UNE NOUVELLE COLÈRE EN PRÉPARATION

Si l'on excepte la petite éruption de 1890 (une brêve incursion à la magnitude 6), l'éclat d'Êta Carinæ est resté stable jusqu'en 1940, date à laquelle il a augmenté brusquement. Depuis, il croit lentement mais sûrement au rythme de 0,01 magnitude par an. Cette remontée augure-t-elle d'un nouvel épisode spectaculaire ? "Ce serait simpliste, prévient John Martin. Un calcul montre qu'il faut environ 200 ans pour qu'Êta de la Carène retrouve son équilibre après la grande éruption de 1843. L'étoile est en train de revenir à son état antérieur à cet évènement". Autrement dit, elle devrait regagner progressivement un éclat voisin de la magnitude 4 (actuellement, elle est autour de 5). Un second effet s'ajoute. Au fil des années, la nébuleuse Homunculus, actuellement de 1 année-lumière de diamètre, se dilue dans l'espace. Sa taille apparente grossit de 4" par siècle. "La poussière qui entoure Êta de la Carène se dissipe et la lumière venant de l'étoile nous parvient plus aisément", explique l'Argentin Eduardo Fernandez-Lajus. L'étoile brille donc davantage. L'autre piste pour tenter d'annoncer un prochain cataclysme consiste à déterminer si des éruptions similaires à celle de 1843 sont fréquentes. Pour cela, les astronomes se font historiens. "Nous avons cherché des témoignages d'évènements antérieurs sur plusieurs millénaires, notamment dans les écrits chinois, révèle John Martin. Nous n'avons pas trouvé le moindre indice qu'Êta de la Carène ait connu plus d'une grande éruption durant la période historique de l'humanité. Ces éruptions sont donc probablement très rares sur les échelles de temps humaines".

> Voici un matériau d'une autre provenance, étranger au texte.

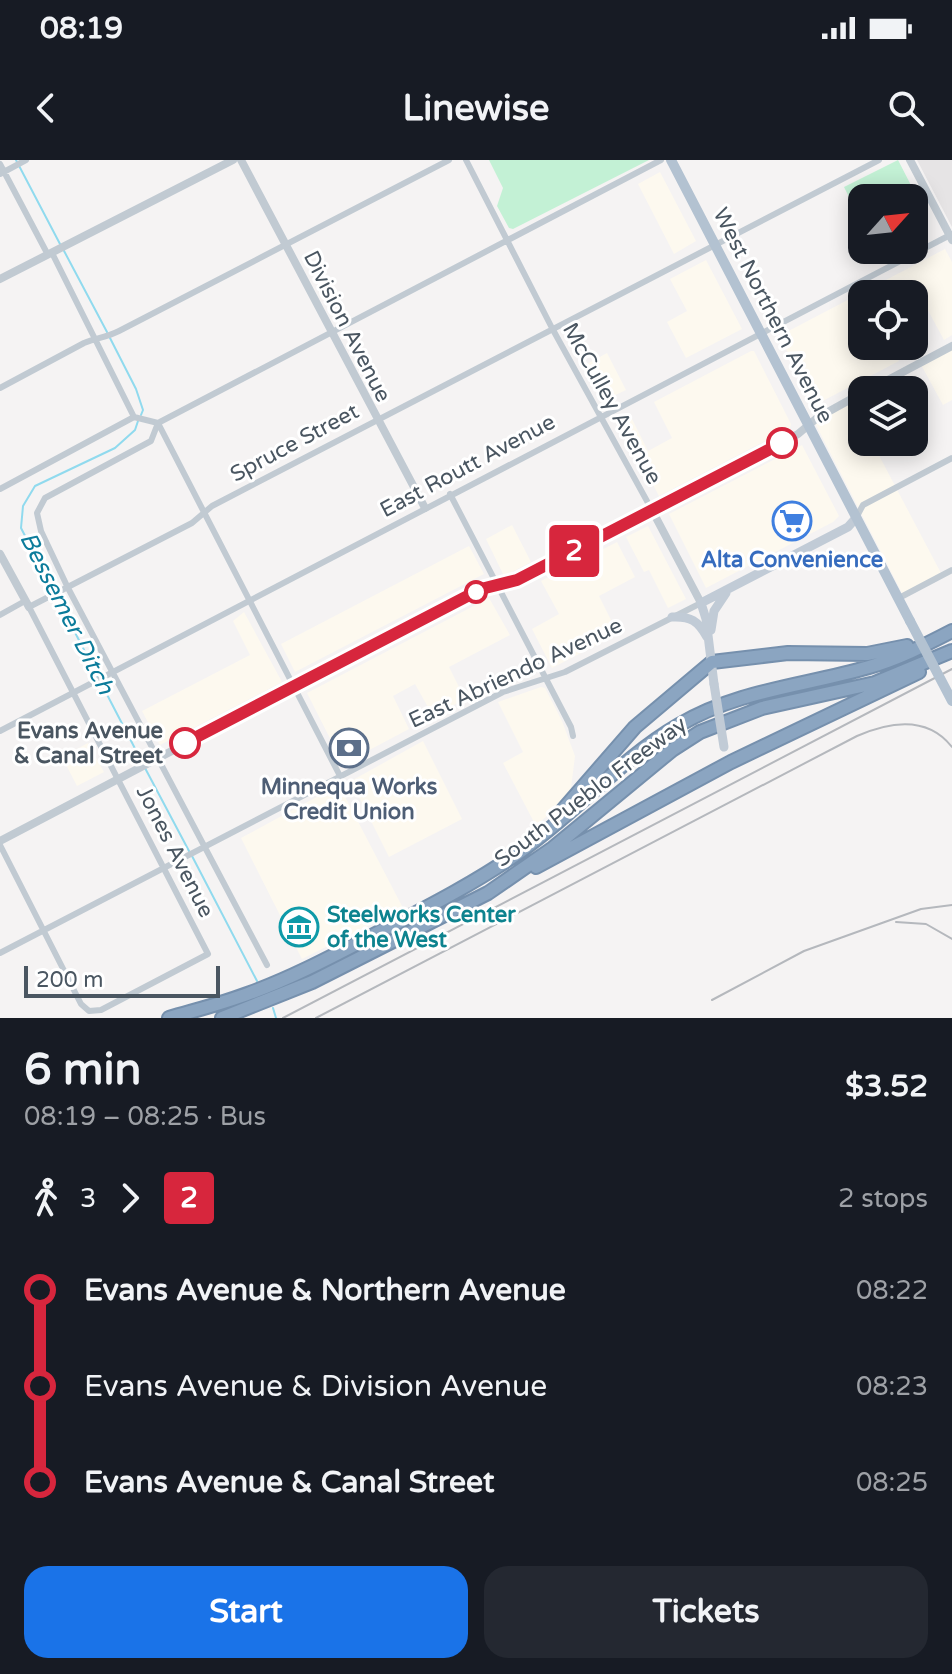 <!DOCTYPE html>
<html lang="en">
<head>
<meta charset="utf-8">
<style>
  body { margin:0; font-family:"Varela Round",sans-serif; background:#242831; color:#f1f3f6; height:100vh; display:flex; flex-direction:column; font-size:30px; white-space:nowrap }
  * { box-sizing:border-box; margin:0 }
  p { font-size:26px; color:#9ea1a6 }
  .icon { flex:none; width:44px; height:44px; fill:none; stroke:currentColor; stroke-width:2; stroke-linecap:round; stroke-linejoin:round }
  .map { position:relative; height:858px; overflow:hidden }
  .side { display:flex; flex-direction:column; background:#171b24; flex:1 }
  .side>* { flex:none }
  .badge { padding:0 16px; border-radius:6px; font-size:28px; line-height:52px }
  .needle { width:52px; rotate:63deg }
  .controls { position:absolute; left:848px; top:24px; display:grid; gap:16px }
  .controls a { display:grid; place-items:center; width:80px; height:80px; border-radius:16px; background:#171b24; box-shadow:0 4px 20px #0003; font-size:40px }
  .scale { position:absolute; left:24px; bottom:20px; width:196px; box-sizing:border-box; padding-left:8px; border:4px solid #4a5661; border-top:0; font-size:22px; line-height:28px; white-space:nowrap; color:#4a5661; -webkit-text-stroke:6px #fff; paint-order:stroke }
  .map>.badge { position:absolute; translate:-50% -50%; box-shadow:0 0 0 4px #fff }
  .legs { display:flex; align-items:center; gap:12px; height:88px; padding:0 24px; font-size:26px }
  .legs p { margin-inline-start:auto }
  .headline { display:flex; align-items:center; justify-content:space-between; height:136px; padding:0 24px }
  h1 { font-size:44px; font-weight:800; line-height:60px }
  .cta { display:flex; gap:16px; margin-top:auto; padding:16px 24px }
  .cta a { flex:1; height:92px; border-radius:24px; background:#1a73e8; color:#fff; font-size:32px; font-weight:800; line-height:92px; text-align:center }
  .cta a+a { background:#242831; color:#f1f3f6 }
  ul { padding:0 24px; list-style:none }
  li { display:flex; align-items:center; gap:28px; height:96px; font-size:30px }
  li i { display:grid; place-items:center; width:12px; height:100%; margin:0 10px; background:currentColor }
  li i::after { content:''; width:20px; height:20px; margin:-10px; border:6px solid; border-radius:50%; background:#171b24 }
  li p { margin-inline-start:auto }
  li:first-child i { background:linear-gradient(#0000 50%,currentColor 0) }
  li:last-child i { background:linear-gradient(currentColor 50%,#0000 0) }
  .status { display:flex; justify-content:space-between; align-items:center; height:56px; padding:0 40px; background:#171b24; direction:ltr }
  .status svg { height:22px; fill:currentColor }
  header { display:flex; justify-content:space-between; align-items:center; height:104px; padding:0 24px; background:#171b24; font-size:36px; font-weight:800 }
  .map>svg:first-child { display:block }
  .commercial { fill:#fdf9ef }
  .education { fill:#e6e4e5 }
  .green { fill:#c3f1d5 }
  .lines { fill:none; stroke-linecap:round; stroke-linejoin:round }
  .stream { stroke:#90daee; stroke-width:2 }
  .motorway-casing { stroke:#7690ad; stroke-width:16 }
  .minor { stroke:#c1cad2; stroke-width:6 }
  .tertiary { stroke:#c1cad2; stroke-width:8 }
  .secondary { stroke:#c1cbd6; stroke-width:9 }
  .primary { stroke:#b3c2d1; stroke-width:10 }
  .motorway { stroke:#8ba5c1; stroke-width:12 }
  .rail { stroke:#b5b8bd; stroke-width:2 }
  .secondary-bridge { stroke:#c1cbd6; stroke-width:9 }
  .primary-bridge { stroke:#b3c2d1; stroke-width:10 }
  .line-1-casing { stroke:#fff; stroke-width:18 }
  .line-1 { stroke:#d7263d; stroke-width:12 }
  .stop-1-dot { fill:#fff; stroke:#d7263d; stroke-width:4 }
  .labels { text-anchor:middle; stroke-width:6; stroke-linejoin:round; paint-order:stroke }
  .street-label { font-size:22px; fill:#4a5661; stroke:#fff }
  .shop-label { font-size:22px; font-weight:bold; fill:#366cbe; stroke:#fff }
  .stop-label { font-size:22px; font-weight:bold; fill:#4a5661; stroke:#fff; text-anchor:end }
  .service-label { font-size:22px; font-weight:bold; fill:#4e5e75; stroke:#fff }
  .culture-label { font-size:22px; font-weight:bold; fill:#0d838f; stroke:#fff; text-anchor:start }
  .water-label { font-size:24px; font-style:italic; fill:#0c7c9b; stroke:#fff }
</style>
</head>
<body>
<div class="status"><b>08:19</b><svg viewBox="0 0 49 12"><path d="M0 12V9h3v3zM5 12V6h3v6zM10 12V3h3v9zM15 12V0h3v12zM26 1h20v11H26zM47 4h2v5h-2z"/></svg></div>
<header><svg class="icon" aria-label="back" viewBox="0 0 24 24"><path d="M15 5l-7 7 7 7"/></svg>Linewise<svg class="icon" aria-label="search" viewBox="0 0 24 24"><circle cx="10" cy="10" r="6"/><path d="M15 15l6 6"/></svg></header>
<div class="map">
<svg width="952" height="858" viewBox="0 0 952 858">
  <rect width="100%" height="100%" fill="#f5f3f3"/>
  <!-- commercial -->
  <path class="commercial" d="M 660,12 L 696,81 L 674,94 L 638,24 Z
    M 945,89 L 952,102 L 952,175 L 944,180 L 924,143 L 914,148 L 914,134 L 862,134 L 862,186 L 891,186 L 899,201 L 815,245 L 779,176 Z
    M 706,100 L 742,169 L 686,198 L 667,162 L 687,151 L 670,119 Z
    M 952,186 L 952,240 L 943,245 L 920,203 Z
    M 751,191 L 754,191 L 791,264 L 790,268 L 659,336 L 619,260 L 630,255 L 648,291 L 672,278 L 654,242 Z
    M 607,193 L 626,230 L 603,241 L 585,205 Z
    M 862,233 L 862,282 L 875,282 L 873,284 L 942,415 L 903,435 L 814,261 Z
    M 802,285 L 839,356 L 833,362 L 706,428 L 669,354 Z
    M 512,365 L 531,402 L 504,416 L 486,379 Z
    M 648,366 L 686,439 L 668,448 L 649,410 L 644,412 L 626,377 Z
    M 617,382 L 635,417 L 599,436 L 618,474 L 552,508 L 532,469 L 559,454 L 541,421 Z
    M 469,386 L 484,414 L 295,512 L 281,484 Z
    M 489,438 L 510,475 L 449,507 L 465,539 L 433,556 L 415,524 L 393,536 L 409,569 L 343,604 L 307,533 Z
    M 244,452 L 282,522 L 160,585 L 142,551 L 250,495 L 233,461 Z
    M 541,527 L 545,528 L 562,561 L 575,596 L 571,628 L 565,639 L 536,666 L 503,603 L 523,592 L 498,542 Z
    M 423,581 L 462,659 L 389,697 L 351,621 Z
    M 88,583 L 104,612 L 77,626 L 62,597 Z
    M 337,626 L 340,627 L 403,748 L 302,799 L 241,678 Z"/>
  <!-- education -->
  <path class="education" d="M 917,0 L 952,0 L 952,67 Z"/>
  <!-- green -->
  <path class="green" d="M 489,0 L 649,0 L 513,69 L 509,68 L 497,46 L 503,28 Z
    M 898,0 L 915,33 L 905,38 L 862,38 L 861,61 L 844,27 Z"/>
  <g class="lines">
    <!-- stream -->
    <path class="stream" d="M 16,0 L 60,84
      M 63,89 L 107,172
      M 110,178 L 136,229 L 143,250 L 141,255
      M 98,517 L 21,368 L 23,346 L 35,326 L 115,288 L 135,270 L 138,261
      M 101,523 L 142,602
      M 145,608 L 189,691
      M 192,696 L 257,821
      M 273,848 L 276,858"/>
    <!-- motorway casing -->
    <g class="motorway-casing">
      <path id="motorway" d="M 561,652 L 635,567 L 712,502 L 788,493 L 867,494 L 907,486
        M 536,707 L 731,602 L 919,512
        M 169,858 C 196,850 224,843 250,833 C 297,816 342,791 387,768 C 432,745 476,722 518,693 C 574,655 620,599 679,565 C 738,530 804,526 869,507 C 898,499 925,485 952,471
        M 222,858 L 312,822 L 488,733 L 553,688 L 672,590 L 700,572 L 762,548 L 875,523 L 952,491"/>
    </g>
    <!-- minor -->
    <path class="minor" d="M 466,0 L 552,168 L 653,352
      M 0,4 L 48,95
      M 0,14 L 26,0
      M 52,93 L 134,257
      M 0,228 L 84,183 C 97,178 107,177 119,171 L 449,0
      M 134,257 L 158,263 L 340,616
      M 0,329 L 134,257
      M 450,334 L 571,567 L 573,576
      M 856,358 L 863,345 L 952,298
      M 899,438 L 952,410
      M 0,455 L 25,441
      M 0,571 L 952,74
      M 0,685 L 81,844 L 89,851 L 101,850 L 208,794 L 29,447 L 192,363 L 212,346 L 879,0
      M 0,793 L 503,532 L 565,512 L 701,443
      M 267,805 L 68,428 L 41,371 L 37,353 L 45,338 L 151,281 L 158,263 L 661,0"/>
    <!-- tertiary -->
    <path class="tertiary" d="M 241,0 L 425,348
      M 910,0 L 952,80
      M 0,119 L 233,0
      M 869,230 L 952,186
      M 653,352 L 701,443
      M 0,394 L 29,447
      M 0,681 L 481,429 L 517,420 L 653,352 L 798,274 L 817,258 L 862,233"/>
    <!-- secondary -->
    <path class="secondary" d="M 672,457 C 691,456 698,461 707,477
      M 711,470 L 714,451 L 726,433
      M 714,524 L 706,459 L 701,443 L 848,367 L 856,358"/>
    <!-- primary -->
    <path class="primary" d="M 671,0 L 910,461"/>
    <!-- motorway -->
    <use href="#motorway" class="motorway"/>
    <!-- rail -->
    <path class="rail" d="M 896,762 L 926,764 L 952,779
      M 712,840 L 804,791 L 921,749 L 952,745
      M 283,858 L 952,509
      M 316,858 L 857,576 C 889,562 927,555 952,587"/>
    <!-- secondary-bridge -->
    <path class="secondary-bridge" d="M 714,524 L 724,587"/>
    <!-- primary-bridge -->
    <path class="primary-bridge" d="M 910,461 L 952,541"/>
  </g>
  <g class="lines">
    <!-- line-1 casing -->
    <g class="line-1-casing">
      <path id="line-1" d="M 185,583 L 481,429 L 517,420 L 782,283"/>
    </g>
    <!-- line-1 -->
    <use href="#line-1" class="line-1"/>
  </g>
  <!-- icons -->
  <defs>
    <g id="supermarket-ring" transform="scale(2)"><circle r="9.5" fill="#fff" stroke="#3f7fe0" stroke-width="1.5"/><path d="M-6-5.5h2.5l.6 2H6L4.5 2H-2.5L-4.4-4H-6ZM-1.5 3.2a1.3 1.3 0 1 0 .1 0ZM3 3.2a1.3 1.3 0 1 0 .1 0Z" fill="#3f7fe0"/></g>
    <g id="bank-ring" transform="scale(2)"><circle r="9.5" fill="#fff" stroke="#5c6f8a" stroke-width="1.5"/><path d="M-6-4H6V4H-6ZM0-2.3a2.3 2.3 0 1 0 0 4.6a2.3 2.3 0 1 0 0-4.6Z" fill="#5c6f8a"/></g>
    <g id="museum-ring" transform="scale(2)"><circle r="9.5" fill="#fff" stroke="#0f9aa8" stroke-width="1.5"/><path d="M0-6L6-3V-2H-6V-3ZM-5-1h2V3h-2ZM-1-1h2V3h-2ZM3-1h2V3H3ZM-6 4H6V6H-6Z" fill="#0f9aa8"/></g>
  </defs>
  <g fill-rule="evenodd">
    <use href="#supermarket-ring" x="792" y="361"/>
    <use href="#bank-ring" x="349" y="588"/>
    <use href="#museum-ring" x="299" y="767"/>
  </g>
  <!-- markers -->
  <g class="stop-1-dot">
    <circle cx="782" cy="283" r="14"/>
    <circle cx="476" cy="432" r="10"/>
    <circle cx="185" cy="583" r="14"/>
  </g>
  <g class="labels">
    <!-- street labels -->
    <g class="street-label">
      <text transform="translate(774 155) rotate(63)" y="8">West Northern Avenue</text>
      <text transform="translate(348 166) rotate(63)" y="8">Division Avenue</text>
      <text transform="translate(613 243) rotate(61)" y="8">McCulley Avenue</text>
      <text transform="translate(294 282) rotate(-28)" y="8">Spruce Street</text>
      <text transform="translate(467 305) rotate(-28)" y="8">East Routt Avenue</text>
      <text transform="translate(515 512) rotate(-25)" y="8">East Abriendo Avenue</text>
      <text transform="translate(590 631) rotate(-37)" y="8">South Pueblo Freeway</text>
      <text transform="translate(176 691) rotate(63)" y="8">Jones Avenue</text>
    </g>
    <!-- shop labels -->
    <g class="shop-label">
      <text x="792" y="407">Alta Convenience</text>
    </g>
    <!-- stop labels -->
    <g class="stop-label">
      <text x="163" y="578">Evans Avenue<tspan x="163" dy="25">&amp; Canal Street</tspan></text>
    </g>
    <!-- service labels -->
    <g class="service-label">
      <text x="349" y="634">Minnequa Works<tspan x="349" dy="25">Credit Union</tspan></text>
    </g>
    <!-- culture labels -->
    <g class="culture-label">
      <text x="327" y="762">Steelworks Center<tspan x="327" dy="25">of the West</tspan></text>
    </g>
    <!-- water labels -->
    <g class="water-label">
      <text transform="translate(67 453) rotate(63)" y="8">Bessemer Ditch</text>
    </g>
  </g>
</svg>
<div class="controls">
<a><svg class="needle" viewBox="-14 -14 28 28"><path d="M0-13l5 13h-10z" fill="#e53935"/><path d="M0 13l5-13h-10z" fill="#9ea1a6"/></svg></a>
<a><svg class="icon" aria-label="locate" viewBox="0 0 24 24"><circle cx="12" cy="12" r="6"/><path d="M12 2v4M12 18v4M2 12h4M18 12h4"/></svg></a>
<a><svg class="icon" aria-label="layers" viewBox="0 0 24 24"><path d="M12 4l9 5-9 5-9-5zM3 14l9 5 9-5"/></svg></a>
</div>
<div class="scale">200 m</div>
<b class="badge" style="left:574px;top:391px;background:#d7263d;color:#fff">2</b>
</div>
<section class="side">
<div class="headline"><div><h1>6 min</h1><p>08:19 – 08:25 · Bus</p></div><b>$3.52</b></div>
<div class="legs"><svg class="icon" aria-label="walk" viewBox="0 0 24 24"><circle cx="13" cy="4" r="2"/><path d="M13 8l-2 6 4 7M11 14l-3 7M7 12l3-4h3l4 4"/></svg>3<svg class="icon" aria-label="forward" viewBox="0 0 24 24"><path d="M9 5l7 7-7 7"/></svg><b class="badge" style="background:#d7263d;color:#fff">2</b><p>2 stops</p></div>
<ul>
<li><i style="color:#d7263d"></i><b>Evans Avenue &amp; Northern Avenue</b><p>08:22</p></li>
<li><i style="color:#d7263d"></i><span>Evans Avenue &amp; Division Avenue</span><p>08:23</p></li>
<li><i style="color:#d7263d"></i><b>Evans Avenue &amp; Canal Street</b><p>08:25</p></li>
</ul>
<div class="cta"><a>Start</a><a>Tickets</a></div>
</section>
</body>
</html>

Si les hommes n'observent pas depuis assez longtemps, l'environnement de l'étoile conserve peut-être l'empreinte d'une autre éruption ? "Il y a une bulle transparente de matériau en expansion, loin en dehors de la nébuleuse Homunculus, et qui a probablement éjectée de l'étoile voici 10.000 ans, annonce John Martin. Cela suggère une connexion tentante avec le mythe du dieu sumérien Enki". Mais sans aucune vérificalion possible. Alors, Êta de la Carène a-t-elle explosé ? Possible, mais pas pendant que les astronomes, avec des moyens sans cesse plus sophistiqués, tentent de percer le secret de cette étoile hors du commun, vous pouvez toujours la surveiller. Après tout, les chances d'assister à un beau spectacle ne sont pas si faibles.